What you see on the surface is only as good as the preparation and its all too easy to end up with dips and hollows that collect water and spoil the outlook you envisaged.
Block paving needs to be surrounded by something to give a firm edge. The edges of any paving are the most vulnerable and we recommend either working with our laying edging stones project or laying an edge of the paving blocks you are using. The image below, left, shows how edging stones are securely set while the right hand image shows bricks themselves being used as an edging. Also see our laying a driveway or path & Mixing concrete projects.
How to Lay Block Paving
Once you have set out the area to be paved and made sure the levels you are laying to will drain water away from the house (please note any paving near the house should be at least 150mm down from the DPC) You need to remove any surplus soil or concrete which could affect the levels.
Concrete can be removed using our breaking concrete project and construct a sub base using scalping stone or very well compacted hardcore.
Laying the Base – Scalpings and Sand
The scalpings should be placed on a weed fabric as shown above. This will stop weeds growing through your new paving. Much more help with excavation depths, laying edging stones and bases for block paving can be found within the DIY Projects section or via our forum
Scalpings, as seen above placed on the weed fabric, are very much easier to work with and should be laid to a bed of between 100 and 150mm. See our garden project to find out more about scalpings which can be ordered from your local builders merchants.

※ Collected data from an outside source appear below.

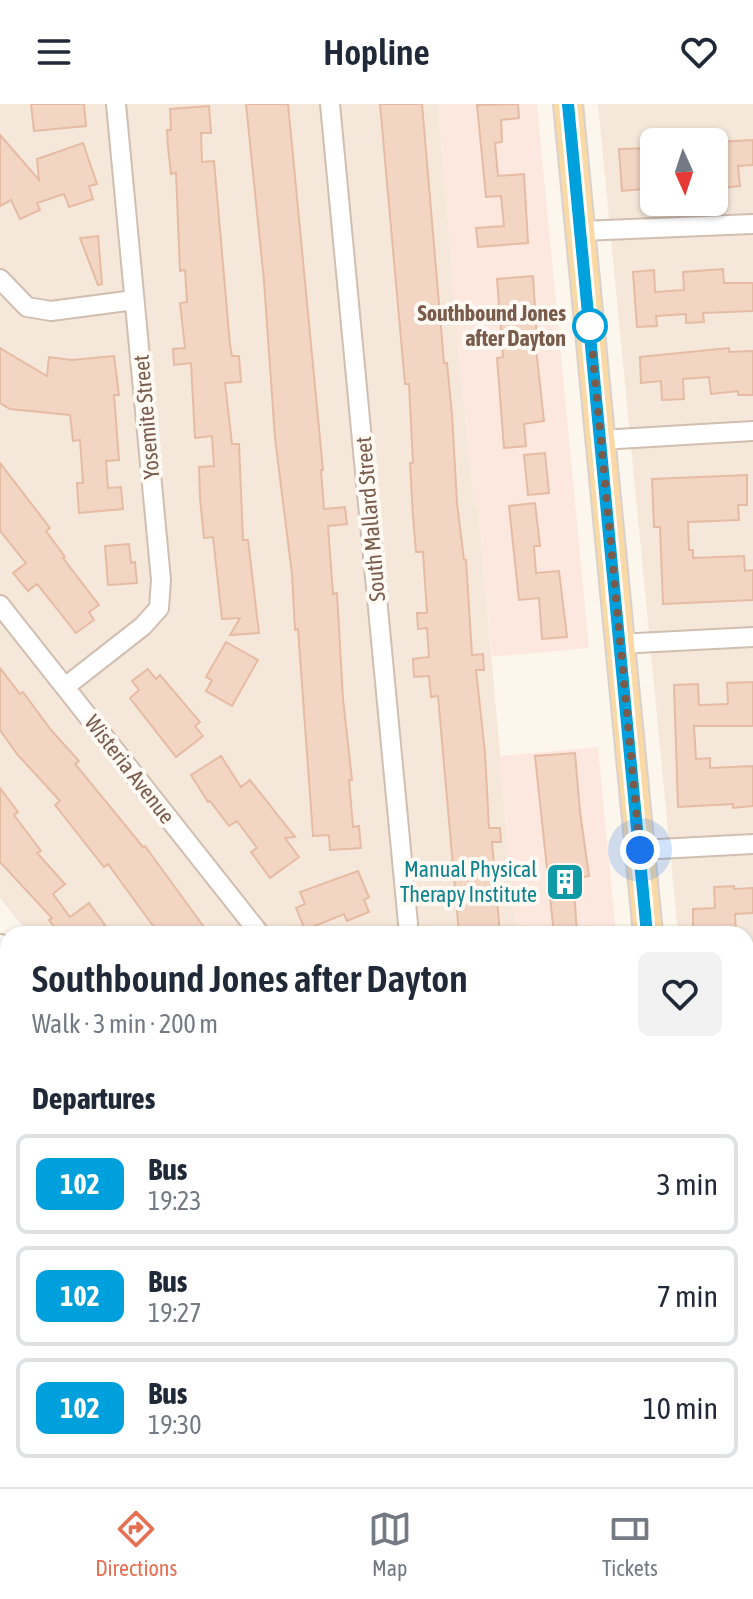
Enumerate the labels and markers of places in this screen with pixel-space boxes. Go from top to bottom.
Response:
place label: Southbound Jones after Dayton [417,300,566,351]
marker: Southbound Jones after Dayton [573,309,607,343]
place label: Manual Physical Therapy Institute [400,856,537,907]
building icon: Manual Physical Therapy Institute [544,861,586,903]

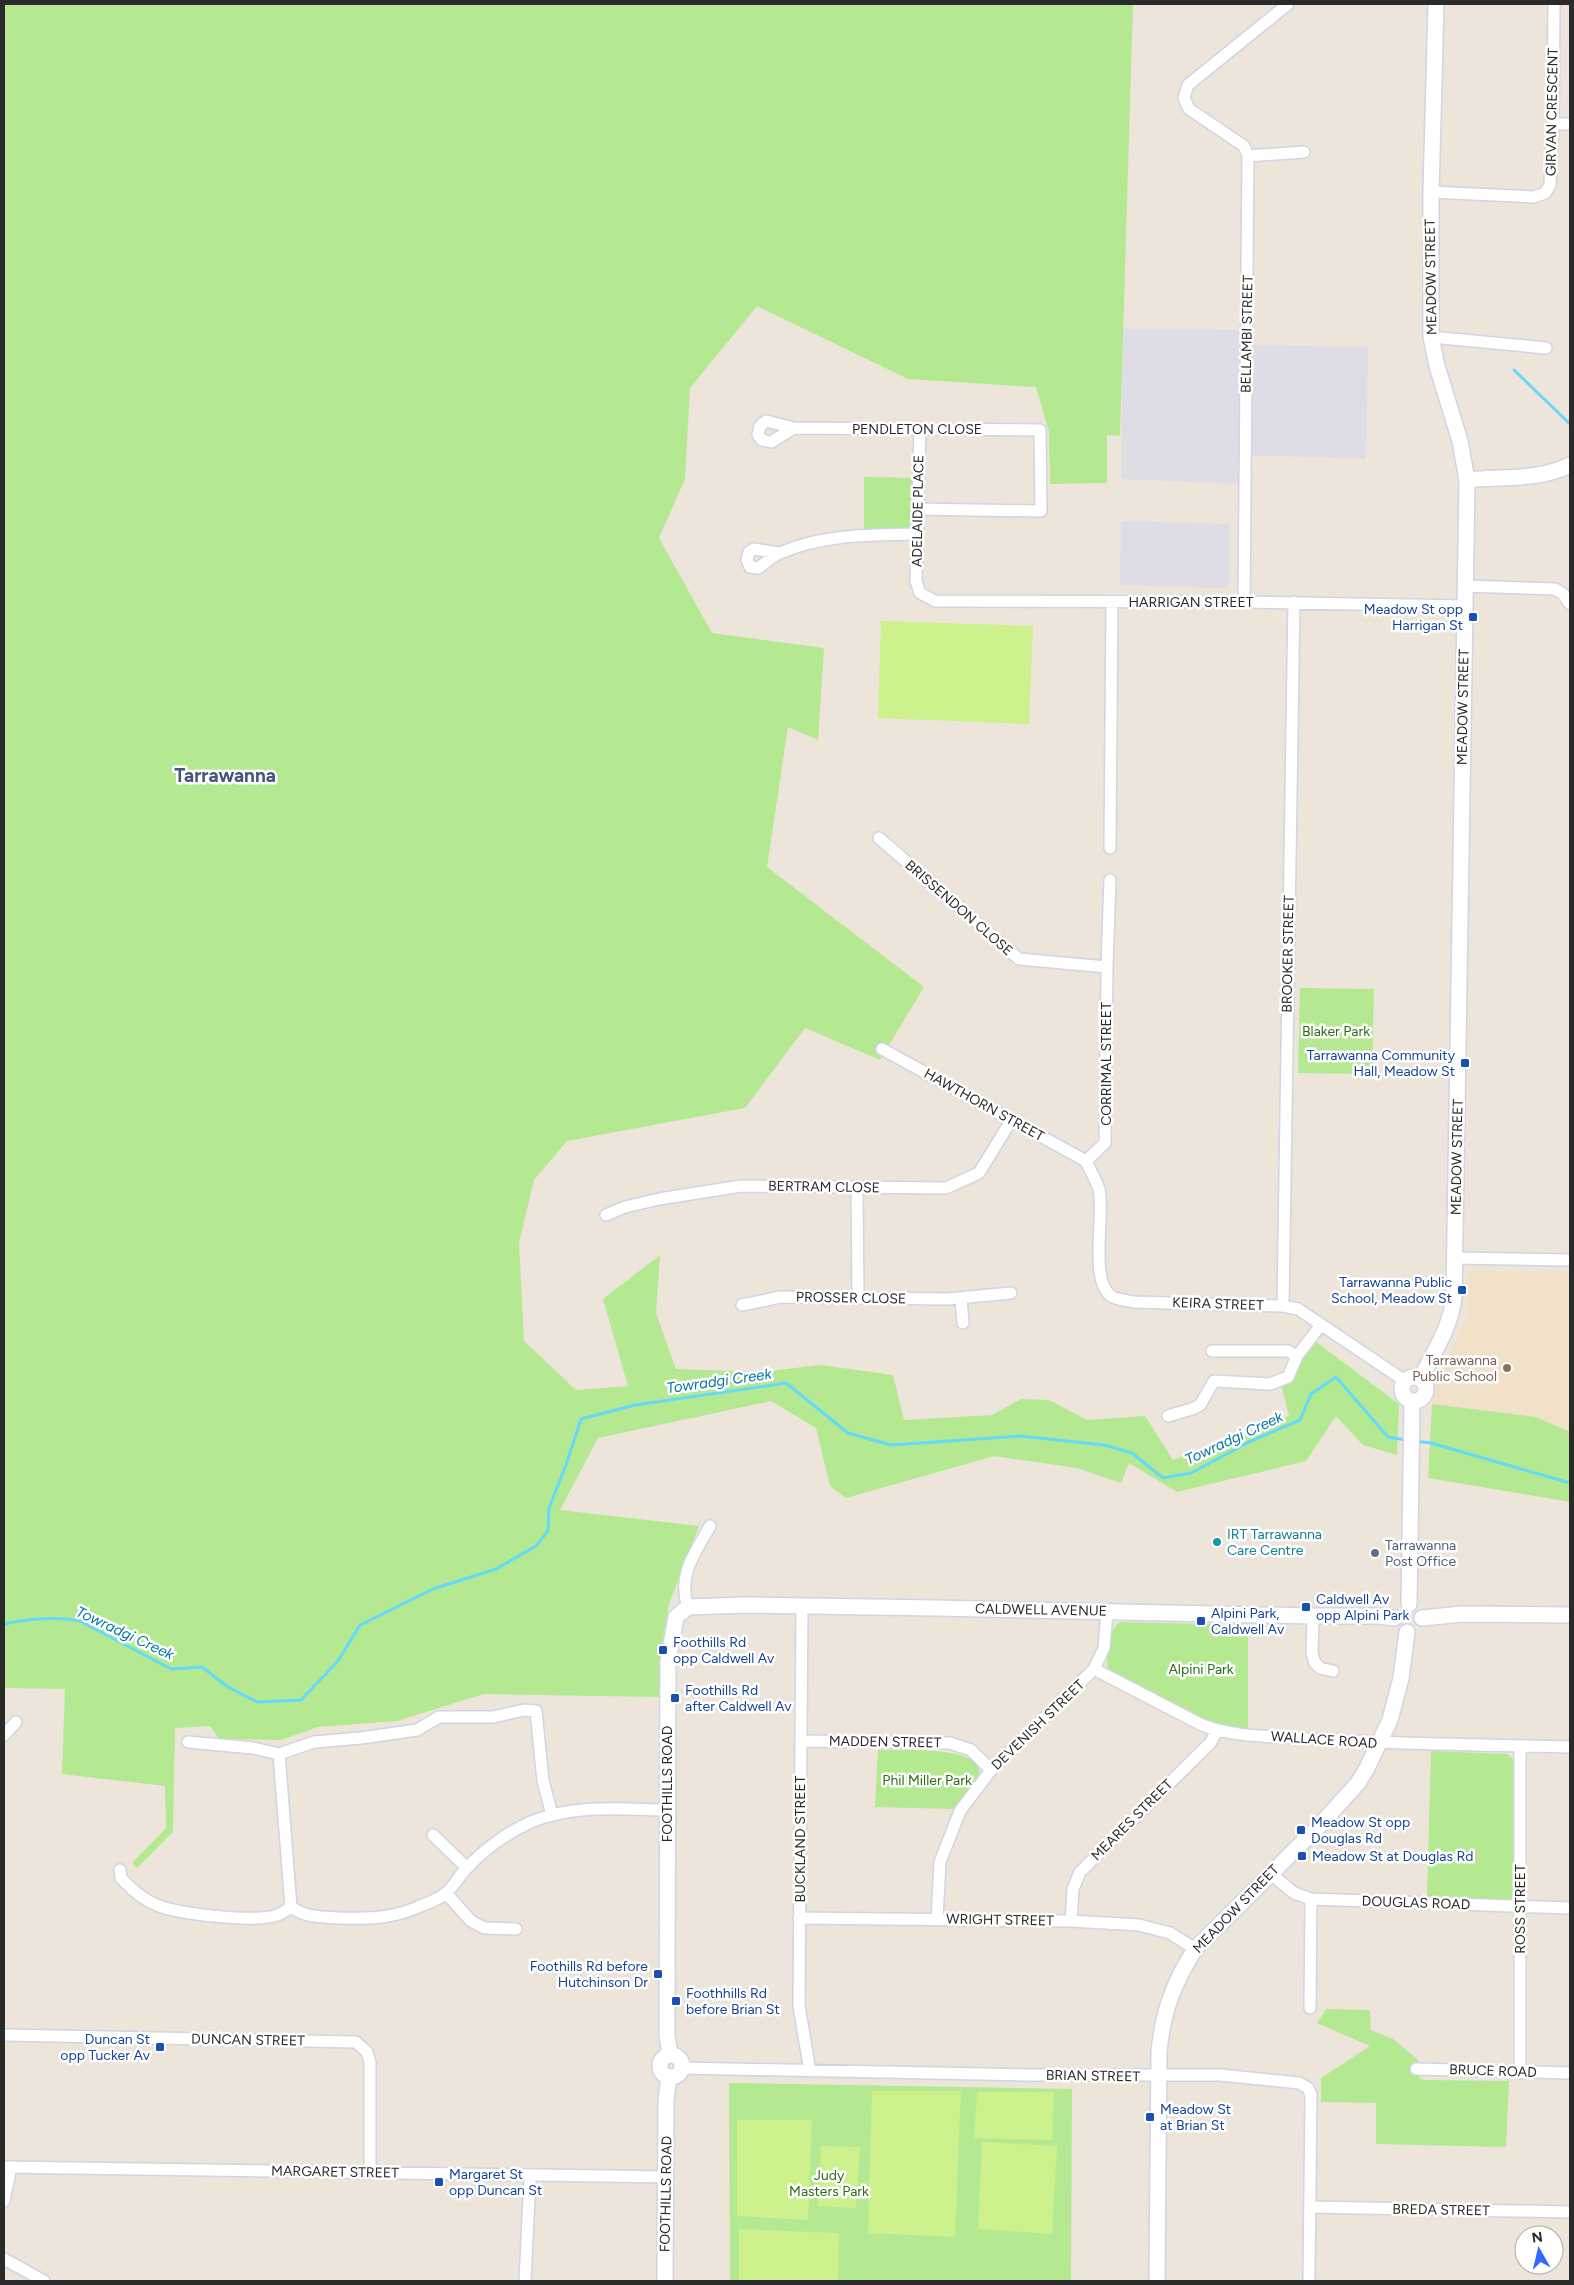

Once the scalpings are in and compacted (the vibrating plate shown above can be hired from any tool hire shop) A layer of sharp sand should be placed on the compacted scalpings.
Once the sand is in, its a great idea to vibrate this before laying the paving bricks. Lumps can form in the sand and these can go unnoticed until compacting the pathway when the lumps may burst and a brick or two may immediately drop into the void created. Scrape the sand back to get it level using a screeding timber you can make up easily.
Laying the Bricks for Your Path
Once the sand is laid the bricks can be laid across it. Make sure you press them up together as closely as possible and bed them down gently in the sand.
As with a brick wall, the bricks should be laid so that the joints overlap. This will leave cuts which can be dropped in later.
The best way to do the cuts if there are a small amount as above, is with a disk cutter which you can hire from the local tool hire shop.
Larger areas produce more cuts and its easier to cut them with a proprietary cutter, or splitter as its called. This too can be hired from a tool hire shop.
Don’t attempt to rush this job, each brick has a small spacing burr or two on each side to give a little joint between them so make sure you lay them square and if any brick feels like it hasn’t gone down properly, on soft sand, it may be there is a lump of gravel or something in the way so take the brick out and check.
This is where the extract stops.